I can confirm that the Government have received pre-action protocol letters on behalf of some trade unions which have indicated that they may issue judicial review proceedings to challenge the Government’s decision to include the costs of remedy in the cost-control mechanism at the 2016 valuations. As the House will expect, and as the noble Lord, Lord Ponsonby, acknowledged, I cannot comment on the specifics of live or threatened litigation.

I acknowledge and appreciate the support the noble Baroness, Lady Janke, has given in general to the changes we have made to the cost-control mechanism—but there is more I want to say. I will talk through the general background, to reassure the noble Lord, Lord Davies, of the reasons for the Government’s decision. I will start by commenting on the policy rationale, starting with amending directions.

In Grand Committee, I brought to your Lordships’ attention that the Treasury had published amending directions on 7 October 2021 that will allow schemes to complete the cost-control element of the 2016 valuation process. These amending directions confirm that the increase in value of schemes associated with the McCloud remedy will be taken into account in the completion of the cost-control element of the 2016 valuations. The Government believe this is right, given that addressing the discrimination identified in the Court of Appeal’s judgment by giving members a choice of scheme benefits for the remedy period involves increasing the value of members’ pensions.

The cost-control mechanism was designed to assess costs arising from a change in value of schemes to members.
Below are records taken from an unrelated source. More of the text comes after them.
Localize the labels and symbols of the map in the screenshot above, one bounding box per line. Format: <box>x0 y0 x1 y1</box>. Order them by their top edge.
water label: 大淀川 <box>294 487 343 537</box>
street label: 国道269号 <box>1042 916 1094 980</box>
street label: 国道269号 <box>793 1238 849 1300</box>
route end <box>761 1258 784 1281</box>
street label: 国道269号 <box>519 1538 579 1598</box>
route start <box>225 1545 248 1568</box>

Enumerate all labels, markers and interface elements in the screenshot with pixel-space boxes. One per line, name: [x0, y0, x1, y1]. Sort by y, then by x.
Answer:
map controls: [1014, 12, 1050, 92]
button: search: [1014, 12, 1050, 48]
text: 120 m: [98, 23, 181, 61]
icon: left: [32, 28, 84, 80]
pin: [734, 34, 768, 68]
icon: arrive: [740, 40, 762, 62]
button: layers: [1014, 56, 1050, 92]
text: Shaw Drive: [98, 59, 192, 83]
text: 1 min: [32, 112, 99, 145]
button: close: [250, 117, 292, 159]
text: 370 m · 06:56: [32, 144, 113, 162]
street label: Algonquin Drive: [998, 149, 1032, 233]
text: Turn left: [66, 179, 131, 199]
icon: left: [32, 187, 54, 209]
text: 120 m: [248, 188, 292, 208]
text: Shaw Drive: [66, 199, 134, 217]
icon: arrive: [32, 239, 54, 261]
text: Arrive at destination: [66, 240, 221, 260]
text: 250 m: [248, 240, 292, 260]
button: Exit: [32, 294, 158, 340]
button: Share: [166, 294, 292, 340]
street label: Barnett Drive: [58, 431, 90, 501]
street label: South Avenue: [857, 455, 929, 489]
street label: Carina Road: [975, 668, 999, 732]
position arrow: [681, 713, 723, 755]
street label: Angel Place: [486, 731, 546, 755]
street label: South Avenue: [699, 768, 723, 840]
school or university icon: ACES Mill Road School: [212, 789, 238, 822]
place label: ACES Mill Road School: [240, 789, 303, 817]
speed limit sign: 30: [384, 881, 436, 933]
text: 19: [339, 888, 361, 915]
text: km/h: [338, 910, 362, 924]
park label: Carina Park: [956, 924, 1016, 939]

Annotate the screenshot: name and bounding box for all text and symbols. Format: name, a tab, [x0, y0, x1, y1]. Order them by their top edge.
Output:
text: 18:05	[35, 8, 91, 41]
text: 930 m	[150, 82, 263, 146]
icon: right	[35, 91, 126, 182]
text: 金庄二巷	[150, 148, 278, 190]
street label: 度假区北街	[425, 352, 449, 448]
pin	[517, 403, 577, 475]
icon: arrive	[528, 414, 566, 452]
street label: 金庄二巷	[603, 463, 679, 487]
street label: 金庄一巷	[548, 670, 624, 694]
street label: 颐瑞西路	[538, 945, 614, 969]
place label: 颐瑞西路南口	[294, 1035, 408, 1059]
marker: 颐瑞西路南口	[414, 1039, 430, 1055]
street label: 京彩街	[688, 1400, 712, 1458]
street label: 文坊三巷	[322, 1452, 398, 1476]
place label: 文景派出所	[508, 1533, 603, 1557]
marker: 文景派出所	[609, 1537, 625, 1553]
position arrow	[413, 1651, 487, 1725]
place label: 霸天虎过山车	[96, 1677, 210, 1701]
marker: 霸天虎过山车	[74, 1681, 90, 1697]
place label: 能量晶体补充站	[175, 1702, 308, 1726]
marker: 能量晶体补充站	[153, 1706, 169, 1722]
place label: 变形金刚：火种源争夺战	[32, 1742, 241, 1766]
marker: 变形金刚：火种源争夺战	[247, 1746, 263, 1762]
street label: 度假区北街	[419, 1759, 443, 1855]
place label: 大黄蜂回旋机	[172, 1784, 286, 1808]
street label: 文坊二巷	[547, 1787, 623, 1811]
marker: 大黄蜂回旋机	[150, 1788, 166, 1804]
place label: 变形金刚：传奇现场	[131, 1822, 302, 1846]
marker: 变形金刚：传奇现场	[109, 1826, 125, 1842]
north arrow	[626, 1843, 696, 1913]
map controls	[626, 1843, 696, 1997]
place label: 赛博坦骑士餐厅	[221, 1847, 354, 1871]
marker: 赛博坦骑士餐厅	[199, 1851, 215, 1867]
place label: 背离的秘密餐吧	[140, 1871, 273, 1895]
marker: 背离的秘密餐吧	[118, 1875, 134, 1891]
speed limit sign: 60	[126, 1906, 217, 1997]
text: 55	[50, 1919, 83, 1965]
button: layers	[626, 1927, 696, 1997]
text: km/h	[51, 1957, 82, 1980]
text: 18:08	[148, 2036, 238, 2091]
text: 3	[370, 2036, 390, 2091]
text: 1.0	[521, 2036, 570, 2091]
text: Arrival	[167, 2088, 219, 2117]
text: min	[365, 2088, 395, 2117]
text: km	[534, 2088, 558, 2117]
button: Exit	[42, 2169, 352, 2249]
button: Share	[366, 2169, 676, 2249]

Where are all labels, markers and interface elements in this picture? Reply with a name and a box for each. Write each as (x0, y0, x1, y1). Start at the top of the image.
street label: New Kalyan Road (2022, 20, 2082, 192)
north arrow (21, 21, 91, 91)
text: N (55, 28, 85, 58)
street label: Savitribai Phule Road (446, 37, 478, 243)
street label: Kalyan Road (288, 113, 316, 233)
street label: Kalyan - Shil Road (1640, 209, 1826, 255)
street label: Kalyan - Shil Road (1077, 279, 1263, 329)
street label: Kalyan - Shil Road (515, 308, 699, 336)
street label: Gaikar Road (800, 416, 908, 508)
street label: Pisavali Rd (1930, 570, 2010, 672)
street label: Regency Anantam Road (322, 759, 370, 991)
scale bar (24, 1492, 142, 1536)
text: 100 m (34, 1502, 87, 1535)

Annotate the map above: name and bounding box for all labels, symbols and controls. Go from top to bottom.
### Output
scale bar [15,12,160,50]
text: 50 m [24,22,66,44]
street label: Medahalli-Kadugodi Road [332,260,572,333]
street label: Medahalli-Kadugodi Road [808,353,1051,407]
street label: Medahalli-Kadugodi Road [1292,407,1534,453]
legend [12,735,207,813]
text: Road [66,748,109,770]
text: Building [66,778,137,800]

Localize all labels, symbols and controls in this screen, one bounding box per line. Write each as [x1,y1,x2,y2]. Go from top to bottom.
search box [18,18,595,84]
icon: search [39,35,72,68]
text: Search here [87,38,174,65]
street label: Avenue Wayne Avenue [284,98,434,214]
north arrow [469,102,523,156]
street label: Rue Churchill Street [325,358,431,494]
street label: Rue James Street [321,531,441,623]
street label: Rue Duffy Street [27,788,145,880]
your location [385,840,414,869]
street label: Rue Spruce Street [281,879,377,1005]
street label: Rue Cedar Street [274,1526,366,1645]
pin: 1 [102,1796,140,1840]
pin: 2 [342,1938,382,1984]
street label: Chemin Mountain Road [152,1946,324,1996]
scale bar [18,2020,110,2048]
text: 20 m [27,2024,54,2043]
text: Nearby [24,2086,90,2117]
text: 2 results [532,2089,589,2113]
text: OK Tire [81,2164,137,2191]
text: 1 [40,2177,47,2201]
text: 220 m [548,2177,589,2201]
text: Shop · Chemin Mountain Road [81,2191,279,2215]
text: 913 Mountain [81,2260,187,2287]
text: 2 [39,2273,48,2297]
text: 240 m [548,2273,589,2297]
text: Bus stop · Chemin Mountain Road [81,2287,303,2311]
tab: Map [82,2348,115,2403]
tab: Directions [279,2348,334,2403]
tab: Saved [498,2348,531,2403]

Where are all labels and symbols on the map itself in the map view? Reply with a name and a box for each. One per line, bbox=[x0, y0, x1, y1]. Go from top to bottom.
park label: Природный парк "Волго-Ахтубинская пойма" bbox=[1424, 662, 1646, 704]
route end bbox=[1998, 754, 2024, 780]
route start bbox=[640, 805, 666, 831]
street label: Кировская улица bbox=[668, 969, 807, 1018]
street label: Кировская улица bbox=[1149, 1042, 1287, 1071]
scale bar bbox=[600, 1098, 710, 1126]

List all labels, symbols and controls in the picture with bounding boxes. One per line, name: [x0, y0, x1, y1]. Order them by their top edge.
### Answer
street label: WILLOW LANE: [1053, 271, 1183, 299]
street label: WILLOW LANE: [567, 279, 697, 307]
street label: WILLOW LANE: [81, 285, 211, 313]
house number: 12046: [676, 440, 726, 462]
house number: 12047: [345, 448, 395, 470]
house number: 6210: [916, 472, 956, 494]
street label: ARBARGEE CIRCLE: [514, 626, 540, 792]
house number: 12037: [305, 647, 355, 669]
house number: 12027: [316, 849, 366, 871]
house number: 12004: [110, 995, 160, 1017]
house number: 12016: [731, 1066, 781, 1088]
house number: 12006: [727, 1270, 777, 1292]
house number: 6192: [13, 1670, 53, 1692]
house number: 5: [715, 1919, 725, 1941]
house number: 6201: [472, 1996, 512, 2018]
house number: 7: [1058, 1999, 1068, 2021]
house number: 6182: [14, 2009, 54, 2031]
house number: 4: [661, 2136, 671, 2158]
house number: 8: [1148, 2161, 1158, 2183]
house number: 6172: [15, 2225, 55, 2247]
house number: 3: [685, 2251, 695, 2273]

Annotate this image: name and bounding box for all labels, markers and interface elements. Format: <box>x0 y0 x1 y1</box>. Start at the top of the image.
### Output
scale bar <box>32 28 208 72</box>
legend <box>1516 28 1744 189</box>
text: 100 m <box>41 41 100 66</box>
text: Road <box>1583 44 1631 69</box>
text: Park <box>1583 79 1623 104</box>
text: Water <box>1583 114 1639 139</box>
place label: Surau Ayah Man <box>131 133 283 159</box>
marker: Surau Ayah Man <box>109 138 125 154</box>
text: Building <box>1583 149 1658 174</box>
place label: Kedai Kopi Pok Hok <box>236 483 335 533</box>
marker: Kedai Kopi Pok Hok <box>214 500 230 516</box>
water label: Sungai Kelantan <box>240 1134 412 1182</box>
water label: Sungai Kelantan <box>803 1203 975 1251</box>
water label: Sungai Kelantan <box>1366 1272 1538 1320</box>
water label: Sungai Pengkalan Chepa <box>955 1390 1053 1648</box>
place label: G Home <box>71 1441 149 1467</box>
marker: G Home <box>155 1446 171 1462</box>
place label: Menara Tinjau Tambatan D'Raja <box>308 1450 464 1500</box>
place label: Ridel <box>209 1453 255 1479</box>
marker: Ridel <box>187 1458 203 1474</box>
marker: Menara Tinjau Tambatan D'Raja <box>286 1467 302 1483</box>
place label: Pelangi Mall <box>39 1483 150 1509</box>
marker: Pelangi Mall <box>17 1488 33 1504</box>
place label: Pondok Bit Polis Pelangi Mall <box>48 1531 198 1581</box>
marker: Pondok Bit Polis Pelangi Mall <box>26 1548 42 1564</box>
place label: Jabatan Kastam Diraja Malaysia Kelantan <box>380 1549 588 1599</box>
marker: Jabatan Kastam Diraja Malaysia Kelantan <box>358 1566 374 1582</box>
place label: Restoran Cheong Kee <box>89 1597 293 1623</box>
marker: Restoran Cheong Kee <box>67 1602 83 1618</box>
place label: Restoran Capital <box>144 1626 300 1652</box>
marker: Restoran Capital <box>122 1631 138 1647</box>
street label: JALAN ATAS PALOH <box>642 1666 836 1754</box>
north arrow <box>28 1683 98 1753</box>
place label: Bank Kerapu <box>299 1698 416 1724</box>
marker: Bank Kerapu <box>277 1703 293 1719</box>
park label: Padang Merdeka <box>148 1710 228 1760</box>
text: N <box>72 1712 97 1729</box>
Failure to capture the value of the remedy could have meant that members’ benefits may have changed going forwards, based on an incomplete and inaccurate assessment of the value of these pension schemes. This would represent an unacceptable risk to taxpayers, contrary to the objectives of the mechanism.

Turning to some specific detail on ceiling breaches, the Government have previously announced their intention to waive any ceiling breaches that arise from the 2016 valuations, and this is implemented by the current version of Clause 80. However, any floor breaches that occur will be honoured. This means that no member will see a reduction to their benefits as a result of the 2016 valuations. This decision, and the completion of the 2016 valuations, should provide certainty to scheme members over their benefits.

I will attempt at this stage to answer the point raised by my noble friend Lord Hodgson of Astley Abbotts and the noble Lord, Lord Ponsonby, about the use of directions. The Government acknowledge the key interest of the House in the scrutiny of secondary and tertiary legislation. The DPRRC considered this Bill and chose not to bring forward any comments for the attention of the House. The Government have powers under Section 12 of the PSPA 2013 to set out in Her Majesty’s Treasury’s directions what costs must be taken into account as part of the cost-control valuations. More broadly, I acknowledge the points my noble friend made; I have no doubt that Hansard will be read and I will say simply that his points are noted.

I will now say a few words about the amendment itself. The amendment seeks to amend the Treasury’s powers, set out in Section 12 of the Public Service Pensions Act 2013, to make directions which set the employer cost cap. Section 12 grants the Treasury a wide power to specify in directions which costs should be taken into account as part of the cost-control mechanism.

The amendment put forward by the noble Lord seeks to amend subsection (4) by omitting paragraph (c). I understand that the noble Lord’s intention is to remove the Treasury’s power to specify that the costs of remedy, or any other costs associated with the legacy schemes, should be accounted for in the mechanism.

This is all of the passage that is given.